# Garlic as Alpaca Fly Repellent?



## GCKRanch (May 27, 2014)

We're battling flies like crazy like everyone else out there, with the strange exception that our goats are hardly bothered at all. Its the poor alpacas that are just being swarmed constantly. We tried to spray them with an essential oil mix to ward off the mass of flies, with no luck. It wasn't until I was preparing a (hopefully) lethal brew of hot sauce, dish soap, and chili pepper flakes for the fire ant hills that I had a thought, what about garlic? It's a super strong scent, and I've read that people feed cloves or powder to goats and horses, but what about alpacas? Do you think I could feed it to them, or spray them with a mix of garlic powder and water? We're desperate to get rid of these flies, and nothing has helped so far.

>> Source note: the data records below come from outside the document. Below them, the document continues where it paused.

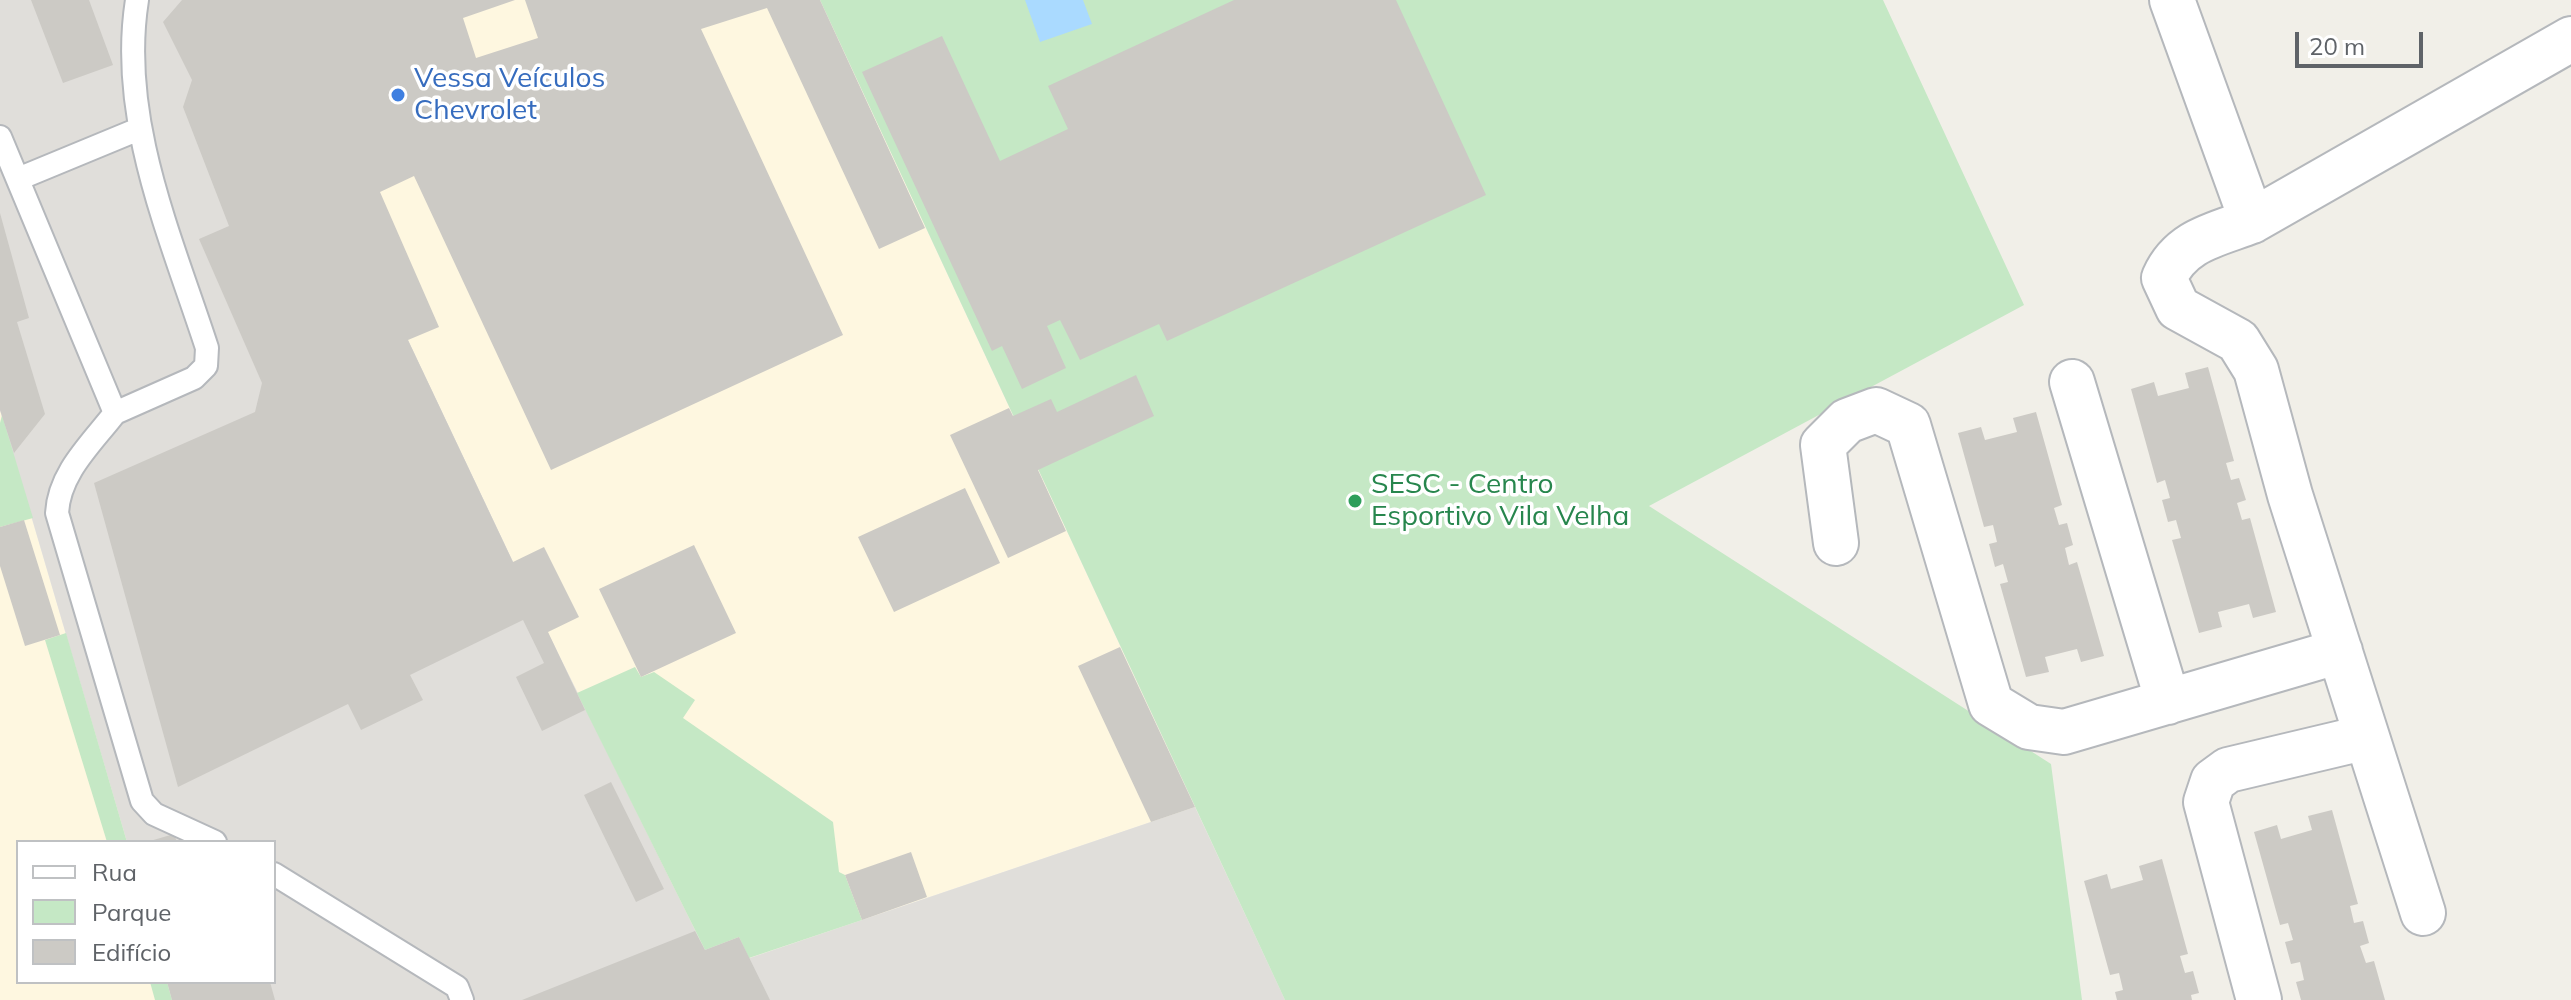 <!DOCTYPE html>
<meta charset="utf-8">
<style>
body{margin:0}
#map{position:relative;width:2571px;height:1000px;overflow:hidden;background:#f1efe8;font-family:Mulish,sans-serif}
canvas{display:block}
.legend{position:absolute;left:16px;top:840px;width:260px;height:144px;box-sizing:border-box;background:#fff;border:2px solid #bfc1c3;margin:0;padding:10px 14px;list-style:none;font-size:24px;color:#5f6368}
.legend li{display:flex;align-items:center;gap:16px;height:40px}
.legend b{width:40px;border:2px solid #bfc1c3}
.scale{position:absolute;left:2295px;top:32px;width:128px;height:36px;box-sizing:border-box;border:4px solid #5f6368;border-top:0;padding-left:10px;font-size:24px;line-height:28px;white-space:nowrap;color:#5f6368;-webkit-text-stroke:6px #fff;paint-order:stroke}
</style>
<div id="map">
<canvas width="2571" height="1000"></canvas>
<ul class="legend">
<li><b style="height:10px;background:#fff"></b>Rua</li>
<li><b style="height:22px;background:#c5e8c5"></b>Parque</li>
<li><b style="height:22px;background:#cccac5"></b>Edifício</li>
</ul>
<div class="scale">20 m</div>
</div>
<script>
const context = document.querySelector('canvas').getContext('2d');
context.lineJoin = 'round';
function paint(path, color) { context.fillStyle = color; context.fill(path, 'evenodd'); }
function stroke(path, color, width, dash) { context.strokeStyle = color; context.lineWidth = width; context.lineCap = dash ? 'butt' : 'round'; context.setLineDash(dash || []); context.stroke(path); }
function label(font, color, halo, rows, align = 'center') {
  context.font = font + ' Mulish,sans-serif'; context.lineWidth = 7; context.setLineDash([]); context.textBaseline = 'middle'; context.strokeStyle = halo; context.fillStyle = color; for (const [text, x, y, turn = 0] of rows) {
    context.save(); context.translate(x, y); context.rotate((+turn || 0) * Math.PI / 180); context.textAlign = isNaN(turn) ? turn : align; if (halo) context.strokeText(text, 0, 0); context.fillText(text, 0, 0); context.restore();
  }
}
const commercial = new Path2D(`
 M247,0H820L1195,807L749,958L695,931L513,562Z
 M0,410L127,842H18V982H167L172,1000H0Z`);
const industrial = new Path2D(`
 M0,0H247L513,562L705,950L739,937L750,958L1195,807L1285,1000H172L167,982H274V842H127L0,410Z`);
const green = new Path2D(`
 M820,0H1883L2024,305L1649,506L2051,764L2082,1000H1285Z
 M2,415L33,518L0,527V423Z
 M66,633L127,842H107L45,640Z
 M635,667L641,677L654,672L695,700L683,718L833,822L839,872L845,875L862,920L749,958L739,937L705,950L577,693Z
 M150,982H167L172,1000H155Z`);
const water = new Path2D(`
 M1025,0H1083L1092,24L1040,42Z`);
const building = new Path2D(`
 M31,0H89L113,65L63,83Z
 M182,0H515L463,18L476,58L538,38L525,0H820L925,228L879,249L767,8L701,29L843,335L551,470L414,176L380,192L439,327L408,340L513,562L544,547L579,617L548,632L585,710L542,731L516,677L544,663L523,620L410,675L423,700L361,730L348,704L178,787L94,483L255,412L262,383L199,239L229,226L183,107L192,80L163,22Z
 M1234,0H1396L1486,195L1167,341L1159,324L1080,360L1060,320L1047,326L1066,368L1022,389L1002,346L992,351L862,72L942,36L1000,161L1068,129L1048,86Z
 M0,213L29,318L17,322L45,414L14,453L0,410Z
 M2208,367L2234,461L2226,463L2231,480L2239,478L2246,500L2237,503L2242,520L2250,518L2276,612L2253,618L2249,604L2218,612L2222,627L2199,633L2172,540L2181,538L2176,520L2168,522L2162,500L2170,498L2165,480L2157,483L2131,389L2154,382L2158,396L2189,388L2185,373Z
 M1136,375L1154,416L1038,470L1066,531L1008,558L950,435L1009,408L1013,416L1051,399L1057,412Z
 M2036,412L2062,505L2054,508L2059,525L2067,523L2073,545L2065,548L2069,565L2077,562L2104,656L2081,662L2077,649L2045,657L2049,672L2026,677L2000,584L2008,582L2003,564L1995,567L1989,544L1997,542L1993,525L1984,527L1958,433L1981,427L1985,440L2017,432L2013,418Z
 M965,488L1000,563L894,612L858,537Z
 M24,520L60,635L25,646L0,566V527Z
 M694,545L736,633L641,677L599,589Z
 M1120,647L1195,807L1151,822L1078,666Z
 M611,782L664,889L636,902L584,795Z
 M2332,810L2358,904L2350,906L2354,923L2363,921L2369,943L2360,946L2366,963L2374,961L2385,1000H2301L2296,982L2304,980L2300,962L2291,964L2285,942L2293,940L2288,923L2280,925L2254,832L2277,825L2281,839L2312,830L2308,816Z
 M174,834L177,842H150V841Z
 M911,852L927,897L862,920L845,875Z
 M2162,859L2188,954L2180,956L2185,973L2193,971L2199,993L2191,995L2192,1000H2117L2115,992L2123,990L2119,973L2110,975L2084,881L2107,874L2111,889L2143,880L2139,866Z
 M695,931L705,950L739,937L770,1000H522Z
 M167,982H270L275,1000H172Z`);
const lane = new Path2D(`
 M0,137L115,413L194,378L206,366L207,348C171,237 118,119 137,0
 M18,179L139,129
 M115,413C91,444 59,473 57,513L142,801L154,814L215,842
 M274,874L457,987L462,1000`);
const street = new Path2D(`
 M2172,0L2252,221
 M2072,382L2168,702
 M1836,543L1823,445L1847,421L1876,410L1908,425L1991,704L2029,727L2064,732L2340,651
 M2423,913L2290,495L2256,370L2238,341L2178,308L2164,278C2181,240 2215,235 2252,221L2571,39
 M2259,1000L2206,802L2213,781L2228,770L2367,737`);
const markers = [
 [398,95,8,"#3f7fe0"],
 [1355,501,8,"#2e9e5b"]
];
const shopNames = [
 ["Vessa Veículos",414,79],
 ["Chevrolet",414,111]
];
const leisureNames = [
 ["SESC - Centro",1371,485],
 ["Esportivo Vila Velha",1371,517]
];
paint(commercial, '#fef7e0');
paint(industrial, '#e0deda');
paint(green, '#c5e8c5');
paint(water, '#aadaff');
paint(building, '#cccac5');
stroke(lane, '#b5b8bc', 26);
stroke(street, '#b5b8bc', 48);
stroke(lane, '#fff', 22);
stroke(street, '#fff', 44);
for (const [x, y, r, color] of markers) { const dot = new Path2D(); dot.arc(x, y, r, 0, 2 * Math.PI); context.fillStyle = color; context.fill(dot); stroke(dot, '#fff', 3); }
label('28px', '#366cbe', '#fff', shopNames, 'left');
label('28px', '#27864d', '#fff', leisureNames, 'left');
</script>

Thoughts?
We're getting some DE in the mail this week, so I'm also going to try feeding them that too.


----------



## ksalvagno (Oct 6, 2009)

DE is a waste of time and money. Plus if it gets in their lungs you can have problems. You can try the garlic on their feed. Natural fly predators work. Permethrin spray works. The trap and toss fly bags in the barn work great. There are also the the cube fly traps that you put a pan of fly attractant under and they fly up into that. But you do have to clean that one out.


----------